* DATA TO EXAMINE *
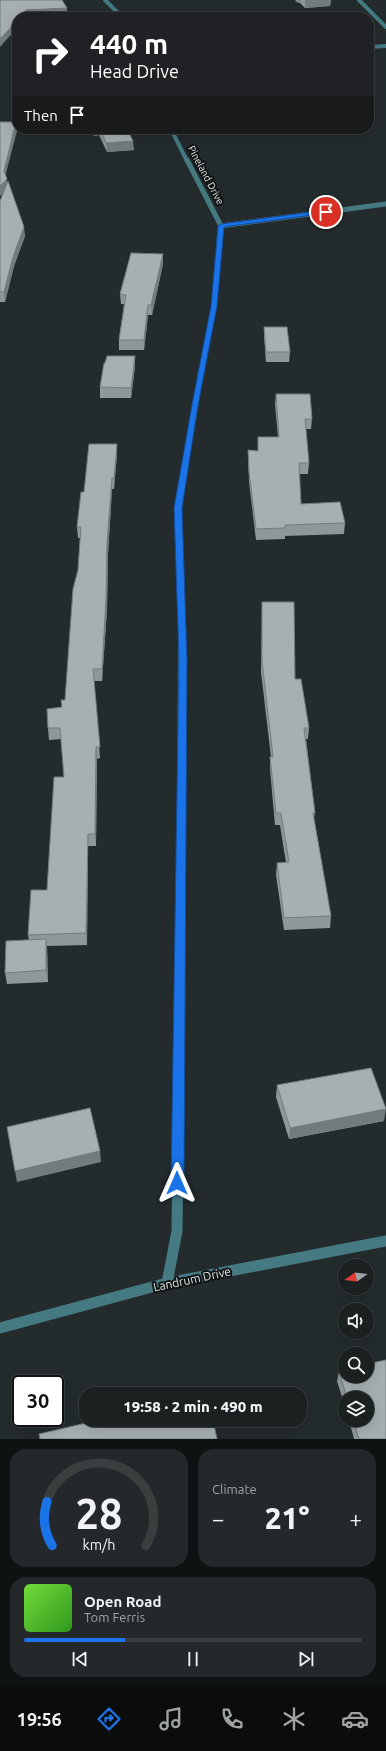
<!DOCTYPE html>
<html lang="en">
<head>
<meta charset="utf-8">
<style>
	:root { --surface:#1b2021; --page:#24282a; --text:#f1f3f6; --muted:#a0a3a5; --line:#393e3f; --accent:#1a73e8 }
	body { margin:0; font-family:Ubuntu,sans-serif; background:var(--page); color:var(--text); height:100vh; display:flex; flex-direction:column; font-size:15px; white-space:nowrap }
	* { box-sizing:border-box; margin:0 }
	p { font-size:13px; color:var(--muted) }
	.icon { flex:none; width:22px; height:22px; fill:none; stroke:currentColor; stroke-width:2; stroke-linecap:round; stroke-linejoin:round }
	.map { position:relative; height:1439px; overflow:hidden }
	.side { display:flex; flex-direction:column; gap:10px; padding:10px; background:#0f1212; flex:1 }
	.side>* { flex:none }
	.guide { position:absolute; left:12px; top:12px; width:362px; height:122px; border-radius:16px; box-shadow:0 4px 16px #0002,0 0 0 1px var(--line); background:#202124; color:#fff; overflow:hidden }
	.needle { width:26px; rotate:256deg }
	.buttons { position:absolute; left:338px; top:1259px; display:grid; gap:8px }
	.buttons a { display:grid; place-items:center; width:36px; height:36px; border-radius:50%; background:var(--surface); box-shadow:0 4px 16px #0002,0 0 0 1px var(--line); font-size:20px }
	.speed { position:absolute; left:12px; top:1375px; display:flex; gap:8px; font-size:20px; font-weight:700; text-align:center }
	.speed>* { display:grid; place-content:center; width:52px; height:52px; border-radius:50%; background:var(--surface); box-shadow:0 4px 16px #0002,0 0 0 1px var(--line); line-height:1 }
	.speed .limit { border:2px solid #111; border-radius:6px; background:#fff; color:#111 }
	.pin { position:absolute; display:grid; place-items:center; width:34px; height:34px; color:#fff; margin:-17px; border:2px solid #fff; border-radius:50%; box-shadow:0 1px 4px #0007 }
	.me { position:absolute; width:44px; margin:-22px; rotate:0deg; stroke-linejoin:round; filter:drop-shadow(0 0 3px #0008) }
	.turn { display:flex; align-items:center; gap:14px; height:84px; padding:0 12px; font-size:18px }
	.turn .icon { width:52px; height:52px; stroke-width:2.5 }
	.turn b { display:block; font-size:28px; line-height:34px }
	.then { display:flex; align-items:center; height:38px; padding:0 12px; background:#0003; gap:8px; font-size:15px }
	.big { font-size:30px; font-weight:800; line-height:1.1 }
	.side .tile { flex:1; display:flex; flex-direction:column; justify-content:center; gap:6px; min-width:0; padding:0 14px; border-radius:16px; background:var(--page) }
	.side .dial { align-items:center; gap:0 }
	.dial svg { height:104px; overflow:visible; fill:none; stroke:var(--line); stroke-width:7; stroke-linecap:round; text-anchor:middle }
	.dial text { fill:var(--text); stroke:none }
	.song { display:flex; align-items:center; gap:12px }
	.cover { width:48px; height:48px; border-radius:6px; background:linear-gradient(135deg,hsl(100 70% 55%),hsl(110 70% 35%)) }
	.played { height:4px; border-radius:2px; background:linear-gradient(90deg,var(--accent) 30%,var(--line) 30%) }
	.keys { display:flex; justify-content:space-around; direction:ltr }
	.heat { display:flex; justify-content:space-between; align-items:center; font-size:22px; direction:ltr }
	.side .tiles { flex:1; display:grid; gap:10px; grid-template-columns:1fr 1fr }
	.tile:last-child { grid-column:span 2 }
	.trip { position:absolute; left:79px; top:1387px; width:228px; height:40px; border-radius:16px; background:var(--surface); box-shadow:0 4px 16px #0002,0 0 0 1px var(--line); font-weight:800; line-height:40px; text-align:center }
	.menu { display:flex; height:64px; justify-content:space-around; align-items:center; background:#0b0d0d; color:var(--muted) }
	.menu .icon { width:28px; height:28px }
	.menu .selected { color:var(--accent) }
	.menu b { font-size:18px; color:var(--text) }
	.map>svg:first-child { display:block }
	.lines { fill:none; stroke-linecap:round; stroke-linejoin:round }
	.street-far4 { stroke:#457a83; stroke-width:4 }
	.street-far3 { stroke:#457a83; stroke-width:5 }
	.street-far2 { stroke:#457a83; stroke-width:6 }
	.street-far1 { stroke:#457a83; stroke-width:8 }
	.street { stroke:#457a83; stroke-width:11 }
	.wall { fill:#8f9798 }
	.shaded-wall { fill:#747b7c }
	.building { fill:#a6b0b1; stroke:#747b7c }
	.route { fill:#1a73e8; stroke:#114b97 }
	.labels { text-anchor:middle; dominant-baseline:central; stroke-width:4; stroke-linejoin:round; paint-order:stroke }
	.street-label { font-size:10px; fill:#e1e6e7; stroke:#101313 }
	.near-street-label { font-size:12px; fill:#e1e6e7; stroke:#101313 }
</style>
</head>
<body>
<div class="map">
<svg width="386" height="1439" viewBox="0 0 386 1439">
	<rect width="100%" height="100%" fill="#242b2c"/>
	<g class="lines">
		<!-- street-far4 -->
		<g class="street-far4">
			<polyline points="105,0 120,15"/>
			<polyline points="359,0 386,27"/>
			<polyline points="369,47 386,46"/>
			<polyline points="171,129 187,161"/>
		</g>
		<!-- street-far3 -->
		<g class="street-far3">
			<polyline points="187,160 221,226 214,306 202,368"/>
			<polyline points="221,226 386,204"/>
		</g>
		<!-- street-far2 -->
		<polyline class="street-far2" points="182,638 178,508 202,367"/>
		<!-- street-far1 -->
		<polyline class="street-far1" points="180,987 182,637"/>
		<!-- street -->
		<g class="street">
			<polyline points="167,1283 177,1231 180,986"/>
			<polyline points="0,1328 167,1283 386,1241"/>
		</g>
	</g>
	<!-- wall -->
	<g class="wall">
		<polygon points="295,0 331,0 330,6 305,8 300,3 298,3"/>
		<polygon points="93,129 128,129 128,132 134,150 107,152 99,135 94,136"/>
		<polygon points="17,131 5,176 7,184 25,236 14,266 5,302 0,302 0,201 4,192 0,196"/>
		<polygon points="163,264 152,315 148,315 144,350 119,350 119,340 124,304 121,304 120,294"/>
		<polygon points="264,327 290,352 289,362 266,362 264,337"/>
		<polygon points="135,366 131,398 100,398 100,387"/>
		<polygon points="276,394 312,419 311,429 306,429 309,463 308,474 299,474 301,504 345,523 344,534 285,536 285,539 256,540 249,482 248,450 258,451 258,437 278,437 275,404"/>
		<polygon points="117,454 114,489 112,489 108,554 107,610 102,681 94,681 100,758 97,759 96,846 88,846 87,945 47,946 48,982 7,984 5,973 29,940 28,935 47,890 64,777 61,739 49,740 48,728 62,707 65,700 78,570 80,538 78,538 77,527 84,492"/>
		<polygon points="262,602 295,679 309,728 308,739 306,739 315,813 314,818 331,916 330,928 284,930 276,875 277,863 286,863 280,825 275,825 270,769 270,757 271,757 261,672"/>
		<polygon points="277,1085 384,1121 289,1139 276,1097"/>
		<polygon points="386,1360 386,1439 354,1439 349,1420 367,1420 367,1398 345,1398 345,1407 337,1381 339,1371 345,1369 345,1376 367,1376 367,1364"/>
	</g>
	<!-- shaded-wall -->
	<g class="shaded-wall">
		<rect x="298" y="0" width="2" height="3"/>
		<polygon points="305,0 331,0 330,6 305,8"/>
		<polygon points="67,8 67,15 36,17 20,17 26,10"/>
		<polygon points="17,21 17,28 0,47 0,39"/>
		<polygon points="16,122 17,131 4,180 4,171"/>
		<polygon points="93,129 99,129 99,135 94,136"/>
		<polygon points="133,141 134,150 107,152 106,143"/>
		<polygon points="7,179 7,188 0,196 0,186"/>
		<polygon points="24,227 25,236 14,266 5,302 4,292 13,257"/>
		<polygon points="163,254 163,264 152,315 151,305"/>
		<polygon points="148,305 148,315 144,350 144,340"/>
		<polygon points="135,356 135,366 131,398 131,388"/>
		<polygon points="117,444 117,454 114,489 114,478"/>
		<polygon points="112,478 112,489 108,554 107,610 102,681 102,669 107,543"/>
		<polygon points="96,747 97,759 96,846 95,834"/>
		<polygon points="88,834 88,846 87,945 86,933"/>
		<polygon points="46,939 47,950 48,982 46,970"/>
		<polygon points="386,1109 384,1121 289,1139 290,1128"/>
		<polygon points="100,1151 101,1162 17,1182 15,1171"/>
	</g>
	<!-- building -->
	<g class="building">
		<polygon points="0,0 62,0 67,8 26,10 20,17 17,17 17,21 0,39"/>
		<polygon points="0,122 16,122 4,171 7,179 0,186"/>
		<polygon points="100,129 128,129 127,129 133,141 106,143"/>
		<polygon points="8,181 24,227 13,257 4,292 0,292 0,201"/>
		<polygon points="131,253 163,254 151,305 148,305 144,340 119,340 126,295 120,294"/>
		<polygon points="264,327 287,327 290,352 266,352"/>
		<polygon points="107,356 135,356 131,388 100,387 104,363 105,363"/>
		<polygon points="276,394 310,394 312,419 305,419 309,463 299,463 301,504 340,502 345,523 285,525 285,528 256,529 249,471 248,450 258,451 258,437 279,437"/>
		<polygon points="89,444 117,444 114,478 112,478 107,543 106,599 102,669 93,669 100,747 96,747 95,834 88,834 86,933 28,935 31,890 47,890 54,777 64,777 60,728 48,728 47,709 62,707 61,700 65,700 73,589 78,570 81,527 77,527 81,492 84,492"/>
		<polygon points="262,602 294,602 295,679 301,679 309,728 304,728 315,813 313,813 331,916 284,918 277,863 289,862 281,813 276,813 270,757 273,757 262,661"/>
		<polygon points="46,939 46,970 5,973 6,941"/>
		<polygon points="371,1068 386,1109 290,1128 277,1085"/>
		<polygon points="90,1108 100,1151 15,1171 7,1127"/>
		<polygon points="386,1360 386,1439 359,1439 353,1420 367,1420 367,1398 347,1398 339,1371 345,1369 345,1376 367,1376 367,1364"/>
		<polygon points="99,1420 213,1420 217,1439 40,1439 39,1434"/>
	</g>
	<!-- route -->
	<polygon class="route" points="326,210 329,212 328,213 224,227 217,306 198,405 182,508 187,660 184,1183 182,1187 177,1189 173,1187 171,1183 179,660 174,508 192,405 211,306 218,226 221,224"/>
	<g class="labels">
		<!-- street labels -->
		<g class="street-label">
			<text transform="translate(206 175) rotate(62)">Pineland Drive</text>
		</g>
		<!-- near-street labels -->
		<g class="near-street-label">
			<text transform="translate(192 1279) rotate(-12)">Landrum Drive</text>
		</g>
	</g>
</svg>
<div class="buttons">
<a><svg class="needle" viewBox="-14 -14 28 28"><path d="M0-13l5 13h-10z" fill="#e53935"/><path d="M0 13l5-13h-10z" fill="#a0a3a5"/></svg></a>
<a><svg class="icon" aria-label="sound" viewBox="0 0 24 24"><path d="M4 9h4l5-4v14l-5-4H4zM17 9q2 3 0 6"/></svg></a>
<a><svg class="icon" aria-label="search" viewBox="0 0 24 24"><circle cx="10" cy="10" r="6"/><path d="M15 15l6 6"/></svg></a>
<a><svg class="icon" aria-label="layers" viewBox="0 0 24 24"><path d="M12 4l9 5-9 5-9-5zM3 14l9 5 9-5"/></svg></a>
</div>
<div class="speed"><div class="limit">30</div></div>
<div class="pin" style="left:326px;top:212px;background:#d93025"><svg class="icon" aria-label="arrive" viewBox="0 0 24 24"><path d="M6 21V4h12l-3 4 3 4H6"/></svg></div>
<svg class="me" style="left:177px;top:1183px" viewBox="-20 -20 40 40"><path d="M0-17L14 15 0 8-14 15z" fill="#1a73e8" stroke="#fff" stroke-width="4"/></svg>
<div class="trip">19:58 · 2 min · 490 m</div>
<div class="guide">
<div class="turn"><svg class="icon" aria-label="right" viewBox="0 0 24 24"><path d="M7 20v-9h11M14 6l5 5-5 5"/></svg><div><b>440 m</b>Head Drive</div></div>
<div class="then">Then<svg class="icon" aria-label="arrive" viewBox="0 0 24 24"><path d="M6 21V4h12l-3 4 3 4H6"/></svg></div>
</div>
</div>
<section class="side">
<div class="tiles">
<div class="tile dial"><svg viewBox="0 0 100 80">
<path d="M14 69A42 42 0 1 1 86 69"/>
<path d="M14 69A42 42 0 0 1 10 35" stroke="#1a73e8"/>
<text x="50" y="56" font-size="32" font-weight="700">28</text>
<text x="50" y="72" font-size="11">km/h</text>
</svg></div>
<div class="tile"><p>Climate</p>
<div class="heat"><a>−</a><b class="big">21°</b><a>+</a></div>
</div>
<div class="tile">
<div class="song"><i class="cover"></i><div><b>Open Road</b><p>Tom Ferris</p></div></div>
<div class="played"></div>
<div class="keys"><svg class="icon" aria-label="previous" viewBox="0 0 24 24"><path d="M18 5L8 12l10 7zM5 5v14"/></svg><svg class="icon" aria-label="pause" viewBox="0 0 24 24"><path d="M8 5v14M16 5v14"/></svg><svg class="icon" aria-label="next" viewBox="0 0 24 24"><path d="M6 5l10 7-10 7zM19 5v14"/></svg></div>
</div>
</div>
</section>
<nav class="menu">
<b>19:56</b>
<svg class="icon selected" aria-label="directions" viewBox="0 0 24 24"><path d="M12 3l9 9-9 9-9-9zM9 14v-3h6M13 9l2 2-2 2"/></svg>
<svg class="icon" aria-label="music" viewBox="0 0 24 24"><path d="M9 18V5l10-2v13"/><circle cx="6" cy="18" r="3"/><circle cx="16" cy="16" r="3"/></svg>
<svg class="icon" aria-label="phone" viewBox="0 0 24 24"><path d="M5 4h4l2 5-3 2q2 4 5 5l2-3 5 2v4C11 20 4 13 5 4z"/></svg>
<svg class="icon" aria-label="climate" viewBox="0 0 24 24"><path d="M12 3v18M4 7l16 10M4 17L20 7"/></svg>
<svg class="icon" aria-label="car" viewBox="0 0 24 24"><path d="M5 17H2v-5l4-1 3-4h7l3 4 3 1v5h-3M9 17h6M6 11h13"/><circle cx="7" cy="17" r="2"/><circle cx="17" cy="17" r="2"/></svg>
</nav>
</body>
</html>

* PROMPT *
Go through the listing above and write out exactly the lines starting with the one holding "width:52px; height:52px; stroke-width:2.5" and running through the one holding "font-size:30px; font-weight:800; line-height:1.1", ends included, and no others.

* RESULT *
	.turn .icon { width:52px; height:52px; stroke-width:2.5 }
	.turn b { display:block; font-size:28px; line-height:34px }
	.then { display:flex; align-items:center; height:38px; padding:0 12px; background:#0003; gap:8px; font-size:15px }
	.big { font-size:30px; font-weight:800; line-height:1.1 }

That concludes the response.